● Assignment:
Set down, please, without alteration, the lines of the entries below from the first through the one containing "position:absolute; left:36px; top:1088px;".

● Supplied information:
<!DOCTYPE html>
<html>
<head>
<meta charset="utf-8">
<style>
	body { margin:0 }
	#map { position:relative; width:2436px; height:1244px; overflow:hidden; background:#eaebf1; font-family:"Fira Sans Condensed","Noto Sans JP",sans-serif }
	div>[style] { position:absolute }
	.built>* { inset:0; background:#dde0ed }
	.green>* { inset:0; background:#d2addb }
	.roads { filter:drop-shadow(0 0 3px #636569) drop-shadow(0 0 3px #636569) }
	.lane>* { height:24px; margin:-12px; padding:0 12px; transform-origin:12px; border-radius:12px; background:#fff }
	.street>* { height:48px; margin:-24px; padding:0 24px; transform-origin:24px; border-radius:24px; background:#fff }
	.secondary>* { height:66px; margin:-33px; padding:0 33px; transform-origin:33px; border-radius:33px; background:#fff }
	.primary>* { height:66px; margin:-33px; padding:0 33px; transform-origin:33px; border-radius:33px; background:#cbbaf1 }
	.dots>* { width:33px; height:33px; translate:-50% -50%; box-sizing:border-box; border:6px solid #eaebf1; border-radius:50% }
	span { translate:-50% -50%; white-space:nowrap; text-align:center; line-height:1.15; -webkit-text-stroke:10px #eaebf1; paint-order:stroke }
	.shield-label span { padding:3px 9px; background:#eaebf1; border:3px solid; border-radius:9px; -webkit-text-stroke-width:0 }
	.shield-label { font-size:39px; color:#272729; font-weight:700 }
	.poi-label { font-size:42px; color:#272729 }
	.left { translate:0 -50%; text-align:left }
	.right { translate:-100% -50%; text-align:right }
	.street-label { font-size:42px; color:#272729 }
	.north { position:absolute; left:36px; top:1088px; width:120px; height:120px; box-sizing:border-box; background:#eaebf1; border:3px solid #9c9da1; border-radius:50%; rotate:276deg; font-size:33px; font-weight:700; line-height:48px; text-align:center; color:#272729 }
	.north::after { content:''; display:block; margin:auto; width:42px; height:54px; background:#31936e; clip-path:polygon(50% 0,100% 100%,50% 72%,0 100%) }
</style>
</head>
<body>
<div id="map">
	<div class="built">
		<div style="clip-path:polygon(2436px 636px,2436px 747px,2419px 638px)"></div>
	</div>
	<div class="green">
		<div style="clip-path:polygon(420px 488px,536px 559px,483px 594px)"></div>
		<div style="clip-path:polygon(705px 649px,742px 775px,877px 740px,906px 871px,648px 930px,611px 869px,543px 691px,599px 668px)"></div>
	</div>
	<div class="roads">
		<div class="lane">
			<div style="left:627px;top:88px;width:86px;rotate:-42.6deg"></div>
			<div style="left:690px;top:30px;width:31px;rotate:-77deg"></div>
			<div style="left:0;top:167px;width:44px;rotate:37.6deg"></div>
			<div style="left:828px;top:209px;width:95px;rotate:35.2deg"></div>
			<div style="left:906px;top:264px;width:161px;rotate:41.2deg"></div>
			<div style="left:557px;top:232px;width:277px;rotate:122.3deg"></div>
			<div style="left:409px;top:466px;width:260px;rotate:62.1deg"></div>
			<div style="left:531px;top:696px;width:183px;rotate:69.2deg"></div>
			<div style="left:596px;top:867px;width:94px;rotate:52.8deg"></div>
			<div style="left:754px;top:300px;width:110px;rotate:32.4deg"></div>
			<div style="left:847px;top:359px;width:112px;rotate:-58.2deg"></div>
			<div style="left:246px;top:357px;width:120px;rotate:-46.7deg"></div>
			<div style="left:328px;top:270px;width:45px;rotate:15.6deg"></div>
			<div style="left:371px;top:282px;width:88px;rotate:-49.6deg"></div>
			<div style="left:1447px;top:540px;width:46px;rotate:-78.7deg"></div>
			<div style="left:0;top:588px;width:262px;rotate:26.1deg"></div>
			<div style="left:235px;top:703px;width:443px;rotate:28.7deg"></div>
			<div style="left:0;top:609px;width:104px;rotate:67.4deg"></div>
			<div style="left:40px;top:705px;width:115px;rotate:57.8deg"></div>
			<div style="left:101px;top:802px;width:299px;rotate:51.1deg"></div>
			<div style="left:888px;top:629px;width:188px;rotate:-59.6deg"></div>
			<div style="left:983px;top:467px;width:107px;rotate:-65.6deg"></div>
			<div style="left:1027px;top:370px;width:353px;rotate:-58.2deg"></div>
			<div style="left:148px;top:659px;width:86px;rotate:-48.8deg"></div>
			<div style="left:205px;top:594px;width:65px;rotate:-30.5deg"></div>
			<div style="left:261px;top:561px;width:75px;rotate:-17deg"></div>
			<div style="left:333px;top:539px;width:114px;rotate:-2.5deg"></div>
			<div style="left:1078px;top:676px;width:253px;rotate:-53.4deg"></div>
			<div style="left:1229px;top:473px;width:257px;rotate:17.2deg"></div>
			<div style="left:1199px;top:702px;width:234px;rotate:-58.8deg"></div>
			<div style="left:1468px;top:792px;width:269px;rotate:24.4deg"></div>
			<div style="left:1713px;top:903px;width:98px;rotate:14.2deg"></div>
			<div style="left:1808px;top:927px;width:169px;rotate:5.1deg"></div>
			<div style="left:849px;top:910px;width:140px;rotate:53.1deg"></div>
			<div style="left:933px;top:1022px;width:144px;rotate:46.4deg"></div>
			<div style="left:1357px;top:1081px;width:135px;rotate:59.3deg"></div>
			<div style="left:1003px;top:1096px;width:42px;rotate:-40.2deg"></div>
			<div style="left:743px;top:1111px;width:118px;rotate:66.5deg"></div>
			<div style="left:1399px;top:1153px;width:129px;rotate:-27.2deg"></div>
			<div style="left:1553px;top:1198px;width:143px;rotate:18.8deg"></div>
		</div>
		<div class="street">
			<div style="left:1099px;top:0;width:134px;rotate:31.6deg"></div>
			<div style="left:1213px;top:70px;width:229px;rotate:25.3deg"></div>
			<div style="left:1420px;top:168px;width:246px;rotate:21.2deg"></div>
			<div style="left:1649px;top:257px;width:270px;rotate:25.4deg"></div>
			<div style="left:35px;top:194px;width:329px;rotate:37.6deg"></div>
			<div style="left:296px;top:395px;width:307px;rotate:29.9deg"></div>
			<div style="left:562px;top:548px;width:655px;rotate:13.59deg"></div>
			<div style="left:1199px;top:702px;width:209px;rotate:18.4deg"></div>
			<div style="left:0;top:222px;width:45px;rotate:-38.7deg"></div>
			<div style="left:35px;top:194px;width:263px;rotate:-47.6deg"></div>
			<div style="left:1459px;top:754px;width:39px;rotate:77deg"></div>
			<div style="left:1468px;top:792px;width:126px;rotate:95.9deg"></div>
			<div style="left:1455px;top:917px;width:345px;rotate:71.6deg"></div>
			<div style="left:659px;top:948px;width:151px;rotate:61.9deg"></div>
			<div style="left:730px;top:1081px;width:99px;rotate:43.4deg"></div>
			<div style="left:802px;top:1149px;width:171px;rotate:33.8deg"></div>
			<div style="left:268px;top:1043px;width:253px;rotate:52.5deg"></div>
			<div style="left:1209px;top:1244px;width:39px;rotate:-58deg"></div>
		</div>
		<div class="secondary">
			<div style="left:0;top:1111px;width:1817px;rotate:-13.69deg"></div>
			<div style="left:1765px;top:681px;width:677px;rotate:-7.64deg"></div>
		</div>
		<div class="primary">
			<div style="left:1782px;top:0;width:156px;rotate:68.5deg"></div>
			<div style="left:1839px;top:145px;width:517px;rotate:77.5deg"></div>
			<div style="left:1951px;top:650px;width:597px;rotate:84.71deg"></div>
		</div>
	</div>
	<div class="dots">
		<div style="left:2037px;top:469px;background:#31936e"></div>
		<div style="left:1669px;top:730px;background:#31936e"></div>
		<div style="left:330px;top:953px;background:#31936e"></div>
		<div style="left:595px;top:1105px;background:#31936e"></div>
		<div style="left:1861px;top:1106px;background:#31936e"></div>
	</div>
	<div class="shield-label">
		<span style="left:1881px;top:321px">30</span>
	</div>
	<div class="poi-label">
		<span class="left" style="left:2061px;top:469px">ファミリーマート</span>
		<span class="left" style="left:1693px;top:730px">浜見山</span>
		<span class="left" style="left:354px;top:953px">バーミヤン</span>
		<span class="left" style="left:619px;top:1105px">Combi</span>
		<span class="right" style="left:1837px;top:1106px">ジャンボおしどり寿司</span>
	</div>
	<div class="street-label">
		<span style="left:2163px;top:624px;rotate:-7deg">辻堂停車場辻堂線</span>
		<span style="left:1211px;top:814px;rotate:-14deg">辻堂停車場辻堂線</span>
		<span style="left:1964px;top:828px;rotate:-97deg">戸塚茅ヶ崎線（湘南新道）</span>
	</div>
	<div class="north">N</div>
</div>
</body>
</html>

● Task response:
<!DOCTYPE html>
<html>
<head>
<meta charset="utf-8">
<style>
	body { margin:0 }
	#map { position:relative; width:2436px; height:1244px; overflow:hidden; background:#eaebf1; font-family:"Fira Sans Condensed","Noto Sans JP",sans-serif }
	div>[style] { position:absolute }
	.built>* { inset:0; background:#dde0ed }
	.green>* { inset:0; background:#d2addb }
	.roads { filter:drop-shadow(0 0 3px #636569) drop-shadow(0 0 3px #636569) }
	.lane>* { height:24px; margin:-12px; padding:0 12px; transform-origin:12px; border-radius:12px; background:#fff }
	.street>* { height:48px; margin:-24px; padding:0 24px; transform-origin:24px; border-radius:24px; background:#fff }
	.secondary>* { height:66px; margin:-33px; padding:0 33px; transform-origin:33px; border-radius:33px; background:#fff }
	.primary>* { height:66px; margin:-33px; padding:0 33px; transform-origin:33px; border-radius:33px; background:#cbbaf1 }
	.dots>* { width:33px; height:33px; translate:-50% -50%; box-sizing:border-box; border:6px solid #eaebf1; border-radius:50% }
	span { translate:-50% -50%; white-space:nowrap; text-align:center; line-height:1.15; -webkit-text-stroke:10px #eaebf1; paint-order:stroke }
	.shield-label span { padding:3px 9px; background:#eaebf1; border:3px solid; border-radius:9px; -webkit-text-stroke-width:0 }
	.shield-label { font-size:39px; color:#272729; font-weight:700 }
	.poi-label { font-size:42px; color:#272729 }
	.left { translate:0 -50%; text-align:left }
	.right { translate:-100% -50%; text-align:right }
	.street-label { font-size:42px; color:#272729 }
	.north { position:absolute; left:36px; top:1088px; width:120px; height:120px; box-sizing:border-box; background:#eaebf1; border:3px solid #9c9da1; border-radius:50%; rotate:276deg; font-size:33px; font-weight:700; line-height:48px; text-align:center; color:#272729 }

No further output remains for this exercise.